That does not mean, however, that the practice of architecture depends on whether buildings are, in fact, erected. The legislature defined the practice of architecture to encompass “planning” and “designing,” and those are preliminary activities that do not necessarily require that construction actually take place. Accordingly, respondents do not contend that the practice of architecture occurs only when planning comes to fruition; rather, they contend that, to engage in “planning” the erection of a “building” for purposes of ORS 671.010(6), a putative architect must prepare drawings that the parties contemplate will be used, and that can be used, in actual construction, even if that construction does not actually occur. Thus, the question in this case reduces to whether the master plans that respondents prepared involved sufficient “planning” of the erection of “buildings” to constitute the practice of architecture as that term is used in ORS 671.020.
ORS chapter 671 contains contextual clues that help us resolve that question. First, the legislature did not simply give us a definition of what practice of architecture is, it also told us what it is not. The legislature provided exemptions to the statute's licensing requirements for employees of architects, ORS 671.030(1); registered professional engineers and their employees,4 ORS 671.030(1); and for other regu-lated professionals involved in the construction of buildings, ORS 671.030(2)(e), (f), and (g). The legislature exempted individuals who make drawings or specifications for most houses (“single family residential dwelling”) and their aux-iliary structures or farm buildings, ORS 671.030(2)(b); for small buildings, not exceeding a certain square footage and height, ORS 671.030(2)(c); and for the alteration or repair of buildings, so long as those alterations and repairs do not involve the “structural part” of the building, if other requirements are met, ORS 671.030(2)(d).
Thus, it appears that the main legislative focus was on those who plan and design larger buildings where a significant number of people might be expected to gather (such as, for example, multiple-family dwellings or shopping cen-ters). Requiring licenses for activities that could affect the structural integrity of such buildings is consisent with the legislature's stated purpose to “safeguard health, safety, and welfare.”5 Consequently, we have no doubt that the preparation of drawings that could serve as the basis for actual construction constitute the practice of architecture. However, the legislature did not necessarily intend to limit the com-pass of ORS 671.020(1) to the preparation of such drawings. As we will explain, two additional legislative clues indicate that the legislature's purpose extended beyond the preparation of such detailed drawings.

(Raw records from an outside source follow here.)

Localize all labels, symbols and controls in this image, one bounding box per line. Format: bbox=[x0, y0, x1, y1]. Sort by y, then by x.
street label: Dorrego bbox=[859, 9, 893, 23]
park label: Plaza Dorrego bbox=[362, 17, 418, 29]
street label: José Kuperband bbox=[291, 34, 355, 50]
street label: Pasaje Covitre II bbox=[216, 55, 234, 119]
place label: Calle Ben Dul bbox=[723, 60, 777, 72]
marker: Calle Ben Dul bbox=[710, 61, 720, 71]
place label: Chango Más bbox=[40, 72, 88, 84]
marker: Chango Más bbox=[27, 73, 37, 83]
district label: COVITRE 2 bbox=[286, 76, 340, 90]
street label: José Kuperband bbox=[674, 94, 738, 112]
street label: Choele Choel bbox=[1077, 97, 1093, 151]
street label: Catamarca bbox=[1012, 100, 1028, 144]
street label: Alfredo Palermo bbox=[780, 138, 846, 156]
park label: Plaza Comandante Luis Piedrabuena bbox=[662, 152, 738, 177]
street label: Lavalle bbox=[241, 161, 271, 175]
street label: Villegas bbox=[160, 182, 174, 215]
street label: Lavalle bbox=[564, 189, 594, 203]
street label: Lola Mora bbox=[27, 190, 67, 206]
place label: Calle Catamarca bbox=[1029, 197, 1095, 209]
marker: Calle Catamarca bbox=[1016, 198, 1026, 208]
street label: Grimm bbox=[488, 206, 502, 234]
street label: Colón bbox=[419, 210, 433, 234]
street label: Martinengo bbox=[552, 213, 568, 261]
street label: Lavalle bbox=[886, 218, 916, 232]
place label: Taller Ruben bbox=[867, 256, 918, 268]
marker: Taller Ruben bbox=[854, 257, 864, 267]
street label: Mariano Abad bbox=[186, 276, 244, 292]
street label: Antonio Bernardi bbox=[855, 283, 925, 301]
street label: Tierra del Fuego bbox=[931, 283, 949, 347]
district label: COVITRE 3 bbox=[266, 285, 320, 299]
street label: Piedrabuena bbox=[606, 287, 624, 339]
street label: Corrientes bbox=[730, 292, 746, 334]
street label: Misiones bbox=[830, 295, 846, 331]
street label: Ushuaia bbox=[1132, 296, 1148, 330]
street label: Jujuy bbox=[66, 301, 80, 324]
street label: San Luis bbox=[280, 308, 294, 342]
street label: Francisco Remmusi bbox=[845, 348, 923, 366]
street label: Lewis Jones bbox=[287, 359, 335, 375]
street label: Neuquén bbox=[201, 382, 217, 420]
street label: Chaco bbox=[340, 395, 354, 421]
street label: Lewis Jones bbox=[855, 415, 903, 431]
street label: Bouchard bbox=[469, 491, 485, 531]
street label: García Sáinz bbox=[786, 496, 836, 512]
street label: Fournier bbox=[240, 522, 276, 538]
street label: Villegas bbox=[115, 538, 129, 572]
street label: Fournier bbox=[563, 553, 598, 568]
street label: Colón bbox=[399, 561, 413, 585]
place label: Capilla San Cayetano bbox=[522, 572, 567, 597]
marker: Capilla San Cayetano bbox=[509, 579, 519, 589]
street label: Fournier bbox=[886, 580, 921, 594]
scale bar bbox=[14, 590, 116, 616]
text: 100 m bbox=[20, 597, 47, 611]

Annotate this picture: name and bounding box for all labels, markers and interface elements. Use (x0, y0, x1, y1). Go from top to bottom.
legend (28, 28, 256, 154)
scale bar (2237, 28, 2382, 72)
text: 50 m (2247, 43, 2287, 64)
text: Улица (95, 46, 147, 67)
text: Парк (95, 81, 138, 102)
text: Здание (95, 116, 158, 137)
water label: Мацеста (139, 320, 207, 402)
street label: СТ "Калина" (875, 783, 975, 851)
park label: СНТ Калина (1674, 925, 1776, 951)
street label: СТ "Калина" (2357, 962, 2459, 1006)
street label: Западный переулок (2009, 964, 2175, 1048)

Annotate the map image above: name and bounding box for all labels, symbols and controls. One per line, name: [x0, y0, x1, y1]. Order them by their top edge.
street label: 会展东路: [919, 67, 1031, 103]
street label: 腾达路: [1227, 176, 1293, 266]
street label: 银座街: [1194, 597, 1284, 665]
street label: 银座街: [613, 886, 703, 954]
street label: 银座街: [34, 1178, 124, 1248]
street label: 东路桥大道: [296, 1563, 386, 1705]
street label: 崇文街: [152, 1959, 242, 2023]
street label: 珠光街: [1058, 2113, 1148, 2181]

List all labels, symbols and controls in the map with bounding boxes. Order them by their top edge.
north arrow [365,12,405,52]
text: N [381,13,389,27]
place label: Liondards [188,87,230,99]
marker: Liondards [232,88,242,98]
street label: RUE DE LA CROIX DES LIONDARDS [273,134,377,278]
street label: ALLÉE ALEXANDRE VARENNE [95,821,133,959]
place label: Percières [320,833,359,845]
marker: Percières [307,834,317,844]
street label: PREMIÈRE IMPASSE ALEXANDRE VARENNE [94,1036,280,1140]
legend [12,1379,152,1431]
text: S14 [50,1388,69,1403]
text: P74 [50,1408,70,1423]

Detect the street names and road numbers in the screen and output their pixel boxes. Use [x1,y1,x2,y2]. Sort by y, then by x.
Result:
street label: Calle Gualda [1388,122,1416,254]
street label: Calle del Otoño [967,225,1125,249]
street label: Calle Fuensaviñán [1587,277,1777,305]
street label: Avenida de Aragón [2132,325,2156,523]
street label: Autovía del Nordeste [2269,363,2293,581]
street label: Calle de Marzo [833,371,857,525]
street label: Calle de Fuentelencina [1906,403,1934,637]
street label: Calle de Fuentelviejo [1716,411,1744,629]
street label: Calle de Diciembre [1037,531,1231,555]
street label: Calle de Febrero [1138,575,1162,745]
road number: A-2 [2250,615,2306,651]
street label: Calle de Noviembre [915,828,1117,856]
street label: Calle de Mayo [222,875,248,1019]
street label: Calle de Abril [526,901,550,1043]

First, in ORS 671.025 the legislature sets out the requirements that an architect must meet when preparing “drawings and specifications” submitted to obtain a building permit. But, as the board noted in its opinion in this case, the legislature did not limit the “practice of architecture” to the preparation of such “drawings and specifications,” and it did not use those terms to describe the practice of architecture. If respondents were correct that the practice of architecture requires the preparation of drawings that could be used in actual construction, it seems that the legislature would have limited the activities it described to the preparation of such drawings, rather than including activities preliminary to their preparation.
Second, the legislature's purpose in requiring licensure was not limited to safeguarding health and safety. The legislature's stated intent also was to “eliminate unnecessary loss and waste.” ORS 671.020(1). As the board's findings indicate, those who develop the large projects that are the focus of the statute invest a significant amount of time, effort, and money to determine where to build their projects, and, most pertinent to our inquiry here, whether specific properties can viably be used for the type of development that they envision. Master plans like the ones that respondents drew in this case are prepared for that purpose. They are drawn to scale and determine, among other things, the size, shape, and density of buildings needed; whether the land is suitable for those buildings; and whether parking, emergency access, and ingress and egress needs can be met. It is reasonable to conclude that the legislature contemplated that economic loss and waste could occur if individuals untrained in master planning undertook to perform those tasks for developers for remuneration but without the requisite skills, and therefore required that those who engage in such planning must be licensed as architects. We conclude that, under the circumstances presented here, the preparation of master plans such as those prepared by respondents constitutes the “practice of architecture” as that phrase is defined in ORS 671.010(6).
Here, respondents were paid to plan commercial shopping center buildings for a client who was contemplating the construction of the buildings shown in the plans. Respondents described their services as “architectural design” services and provided their client with master plans that showed details such as the precise size, shape, and placement of the buildings on a specific piece of property in conformance with applicable laws and regulations.6 In that circumstance, we conclude that respondents “plann[ed]” “buildings” for purposes of ORS 671.010(6), and thus engaged in the “practice of architecture” without licenses to do so in violation of ORS 671.020(1).
B. Representations on Plans and Website
In addition to prohibiting the unlicensed practice of architecture, ORS 671.020(1) also prohibits one who is not licensed to practice architecture in Oregon from using “any title, sign, cards or device indicating or tending to indicate, that the person is practicing architecture.” Because we have concluded that respondents' preparation of master plans for Gramor constituted the “practice of architecture” under ORS 671.020(1), respondents violated that statute when they used their logo on those plans. That logo included the words “Twist” and “Architecture,” indicating that respondent Twist was practicing architecture in the preparation of the plans on which the logo was used.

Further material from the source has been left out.